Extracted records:
-- Opening Marker --

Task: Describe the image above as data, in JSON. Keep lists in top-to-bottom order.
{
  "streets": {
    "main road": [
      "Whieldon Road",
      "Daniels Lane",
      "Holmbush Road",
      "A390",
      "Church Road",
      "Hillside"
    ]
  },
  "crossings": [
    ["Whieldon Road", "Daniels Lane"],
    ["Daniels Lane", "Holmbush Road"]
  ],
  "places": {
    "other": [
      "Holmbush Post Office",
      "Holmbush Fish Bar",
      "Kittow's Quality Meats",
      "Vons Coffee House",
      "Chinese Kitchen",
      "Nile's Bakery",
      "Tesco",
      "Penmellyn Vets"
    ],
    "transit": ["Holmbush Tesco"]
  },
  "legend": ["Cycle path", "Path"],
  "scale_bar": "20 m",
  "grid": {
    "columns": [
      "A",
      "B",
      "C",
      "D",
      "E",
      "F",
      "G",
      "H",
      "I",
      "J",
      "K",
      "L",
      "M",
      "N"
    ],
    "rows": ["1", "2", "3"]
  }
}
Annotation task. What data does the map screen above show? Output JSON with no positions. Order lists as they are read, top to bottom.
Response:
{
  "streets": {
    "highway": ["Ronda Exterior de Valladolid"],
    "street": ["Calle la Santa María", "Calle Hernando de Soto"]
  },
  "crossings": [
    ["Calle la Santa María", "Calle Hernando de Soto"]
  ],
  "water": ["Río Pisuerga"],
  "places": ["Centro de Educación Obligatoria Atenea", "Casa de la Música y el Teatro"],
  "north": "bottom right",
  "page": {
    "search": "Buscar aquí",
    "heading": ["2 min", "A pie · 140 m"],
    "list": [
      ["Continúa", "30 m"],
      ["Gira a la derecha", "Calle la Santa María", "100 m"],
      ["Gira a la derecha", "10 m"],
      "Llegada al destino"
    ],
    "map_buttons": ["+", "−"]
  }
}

-- Closing Marker --

» WHAT YOU NEED TO DO: Every entry must be output again exactly as it was given.

» COMPLETED EXERCISE:
Task: Describe the image above as data, in JSON. Keep lists in top-to-bottom order.
{
  "streets": {
    "main road": [
      "Whieldon Road",
      "Daniels Lane",
      "Holmbush Road",
      "A390",
      "Church Road",
      "Hillside"
    ]
  },
  "crossings": [
    ["Whieldon Road", "Daniels Lane"],
    ["Daniels Lane", "Holmbush Road"]
  ],
  "places": {
    "other": [
      "Holmbush Post Office",
      "Holmbush Fish Bar",
      "Kittow's Quality Meats",
      "Vons Coffee House",
      "Chinese Kitchen",
      "Nile's Bakery",
      "Tesco",
      "Penmellyn Vets"
    ],
    "transit": ["Holmbush Tesco"]
  },
  "legend": ["Cycle path", "Path"],
  "scale_bar": "20 m",
  "grid": {
    "columns": [
      "A",
      "B",
      "C",
      "D",
      "E",
      "F",
      "G",
      "H",
      "I",
      "J",
      "K",
      "L",
      "M",
      "N"
    ],
    "rows": ["1", "2", "3"]
  }
}
Annotation task. What data does the map screen above show? Output JSON with no positions. Order lists as they are read, top to bottom.
Response:
{
  "streets": {
    "highway": ["Ronda Exterior de Valladolid"],
    "street": ["Calle la Santa María", "Calle Hernando de Soto"]
  },
  "crossings": [
    ["Calle la Santa María", "Calle Hernando de Soto"]
  ],
  "water": ["Río Pisuerga"],
  "places": ["Centro de Educación Obligatoria Atenea", "Casa de la Música y el Teatro"],
  "north": "bottom right",
  "page": {
    "search": "Buscar aquí",
    "heading": ["2 min", "A pie · 140 m"],
    "list": [
      ["Continúa", "30 m"],
      ["Gira a la derecha", "Calle la Santa María", "100 m"],
      ["Gira a la derecha", "10 m"],
      "Llegada al destino"
    ],
    "map_buttons": ["+", "−"]
  }
}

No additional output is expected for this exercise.